Kedia is of the view that the demand for gold exchange-traded funds (ETFs) along with investment and festive demand, especially in China, will also continue to support the bullish momentum in the yellow metal prices.

The demand for gold as an investment went up to 52% on a year-on-year basis in 2020, indicating that Indians are now choosing gold ETFs and Sovereign Gold Bonds (SGBs) over physical gold. The year-to-date global gold ETF holdings have decreased by 6%, while total assets under management (AUM) rose 3%, fuelled by robust gold price performance.

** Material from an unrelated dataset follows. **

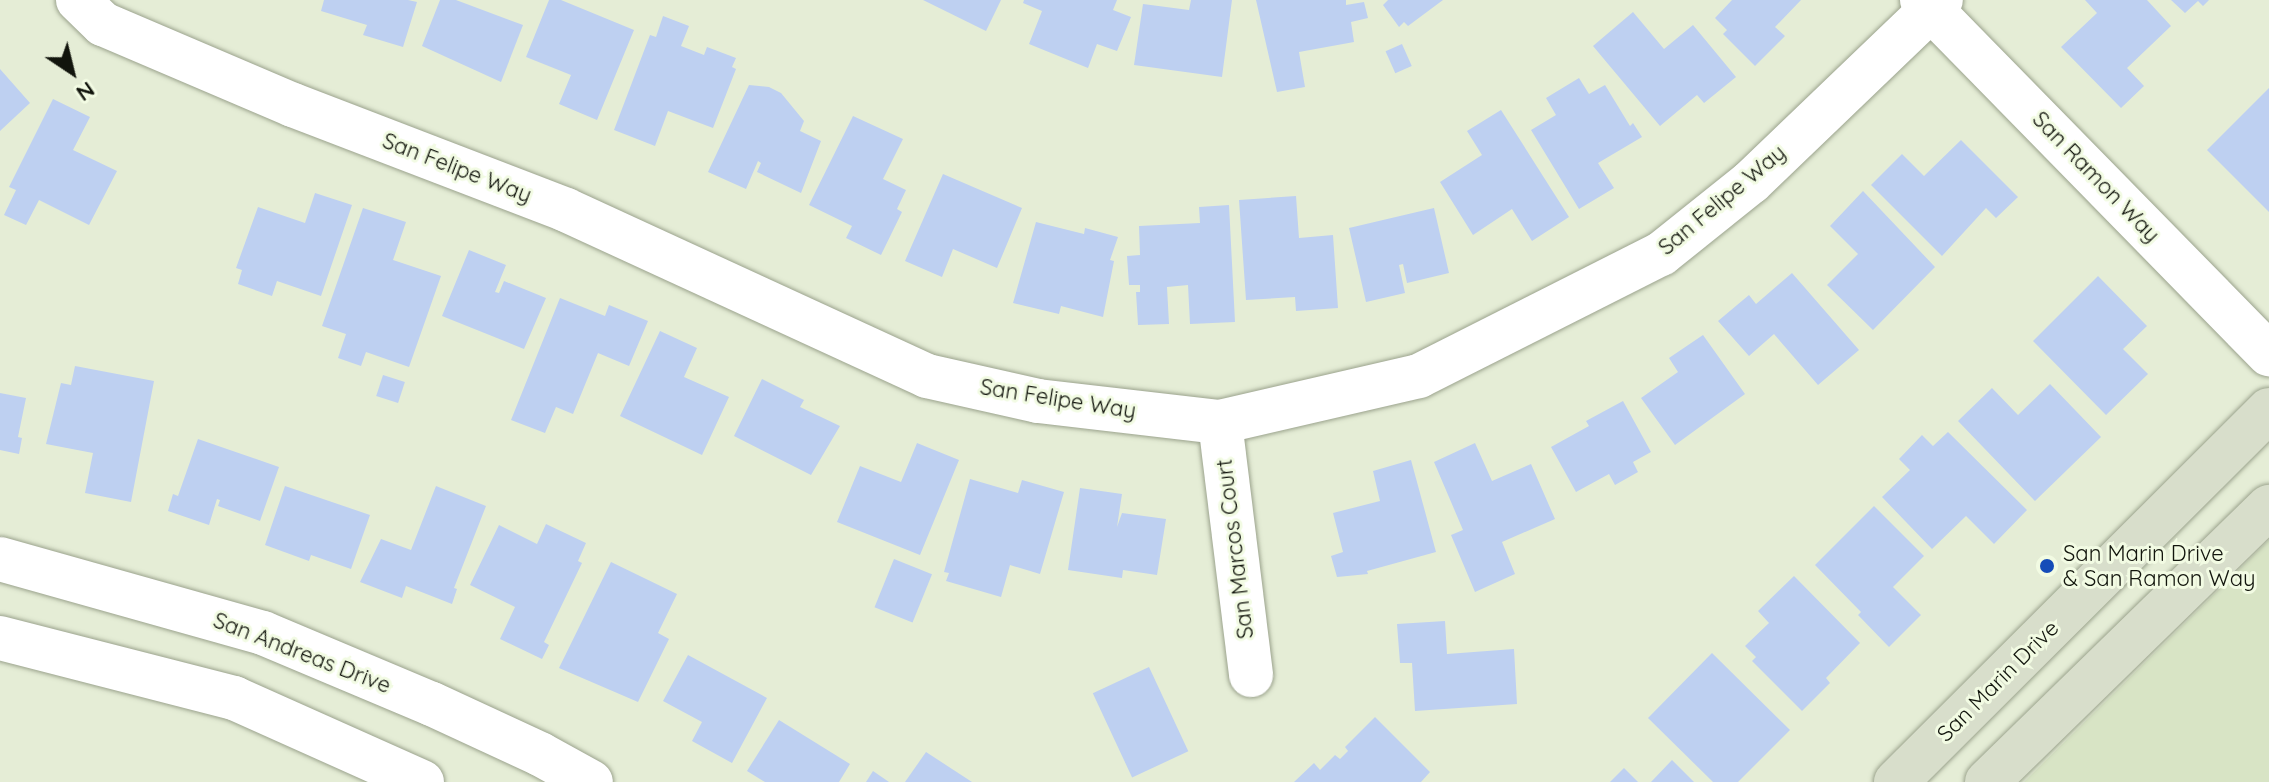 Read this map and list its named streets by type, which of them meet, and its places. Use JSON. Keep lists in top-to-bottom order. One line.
{"streets":{"main road":["San Marin Drive"],"street":["San Felipe Way","San Ramon Way","San Marcos Court","San Andreas Drive"]},"crossings":[["San Felipe Way","San Ramon Way"],["San Felipe Way","San Marcos Court"]],"places":["San Marin Drive & San Ramon Way"],"north":"bottom right"} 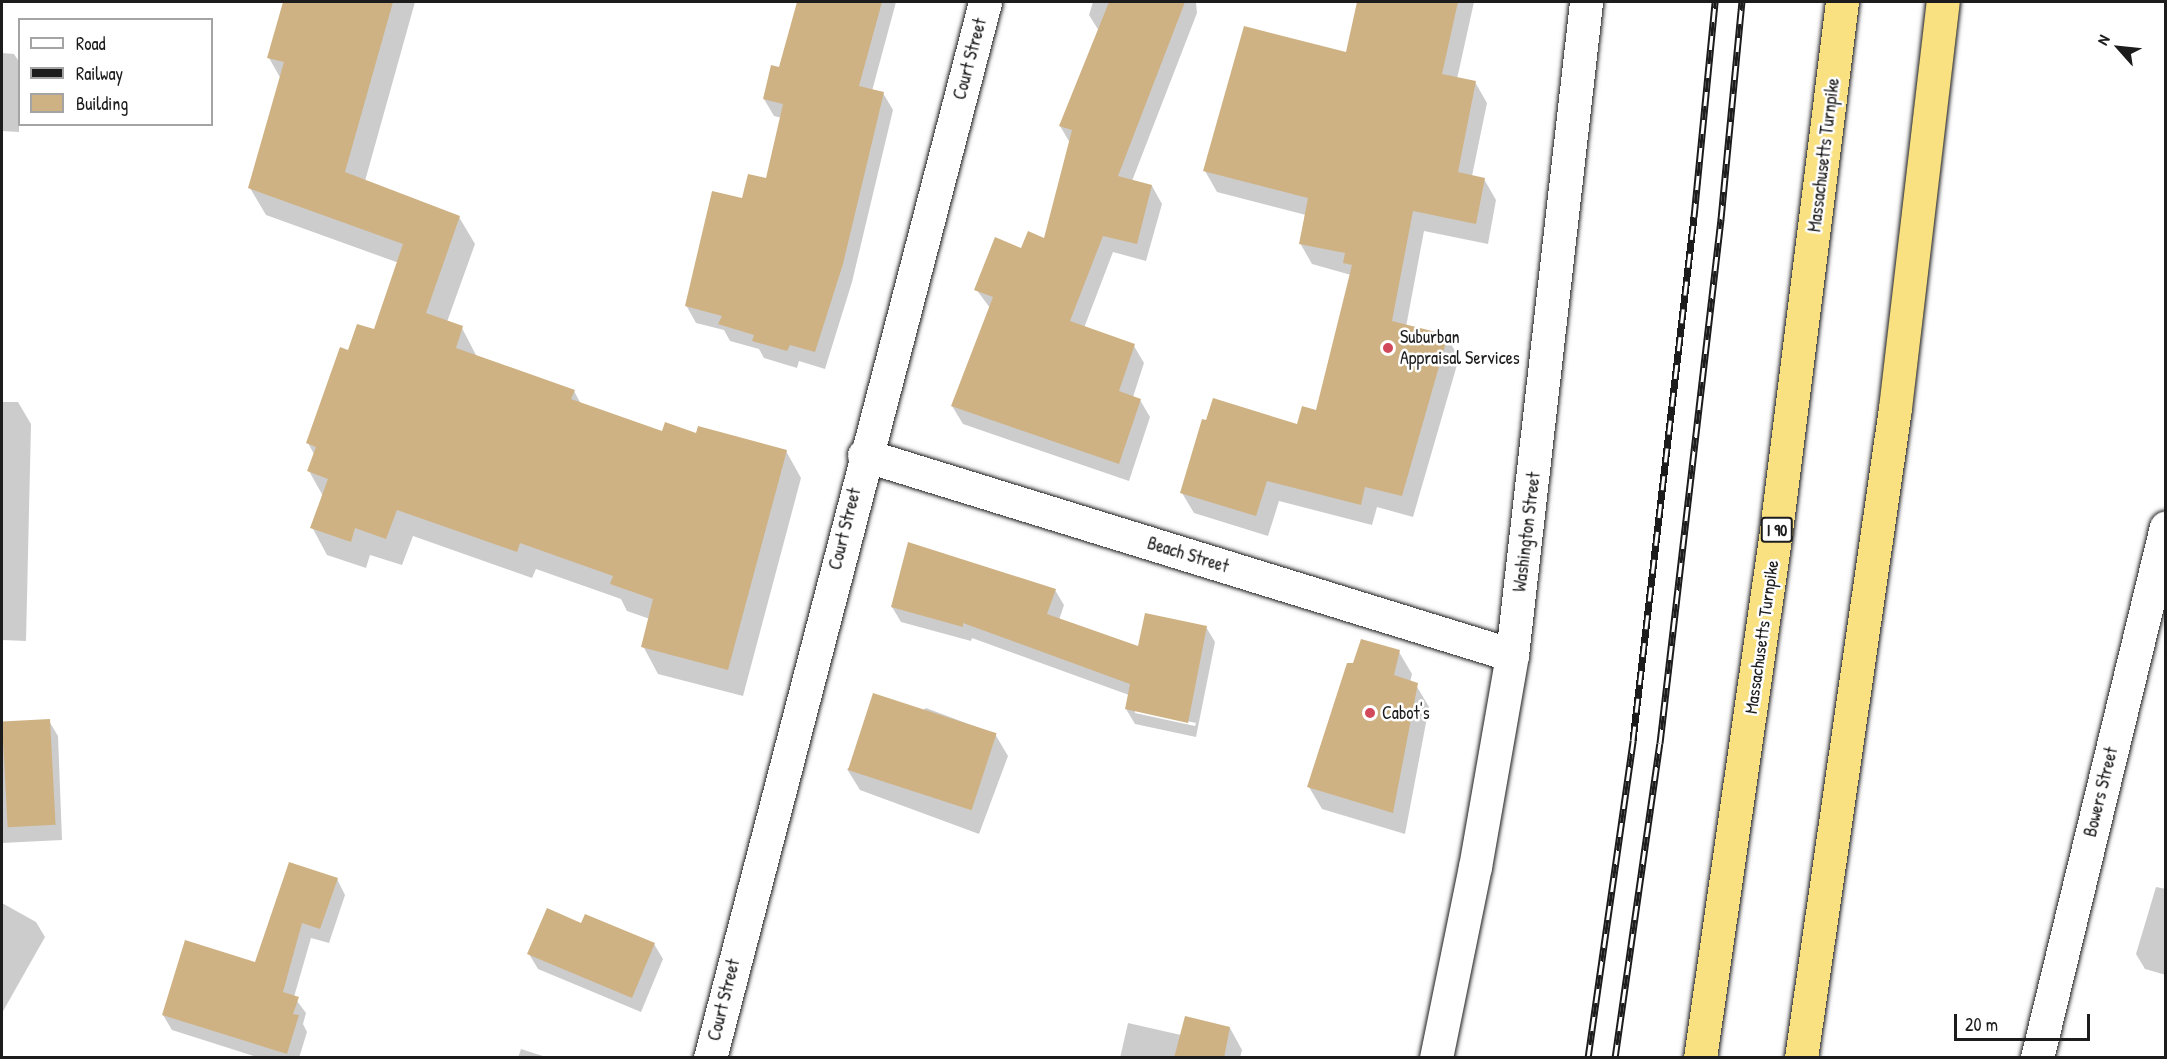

Also Read: Gold price touches new peak as US dollar index hits three month low. Should you buy in this rally?

Dedollarization

Dedollarization is the process of reducing dependence on the US dollar as the global reserve currency and medium of exchange for international trade and investment. One consequence of divestment is increased demand for gold as an alternative store of value and as a hedge against inflation and currency risk. 

According to some analysts, this trend will continue as many countries diversify their reserves away from the dollar and into gold. One of the main drivers of gold demand is China, India, Russia, and Turkey, which buy record amounts of gold to protect their economy from dollar fluctuations and increase their financial independence. These countries are looking for ways to settle trade and investment in their own or third-party currencies such as the Euro, Yuan, or Rouble, the brokerage report noted.

The potential introduction of a gold-backed currency by the BRICS nations in 2023-24 could potentially impact the price of gold.

Overall, amid all these factors and several others, Kedia expects international gold prices to hit $2,240 an ounce soon in 2024, while MCX gold prices may touch 68,000 per 10 grams level next year.

Disclaimer: The views and recommendations made above are those of individual analysts or broking companies, and not of Mint. We advise investors to check with certified experts before taking any investment decisions.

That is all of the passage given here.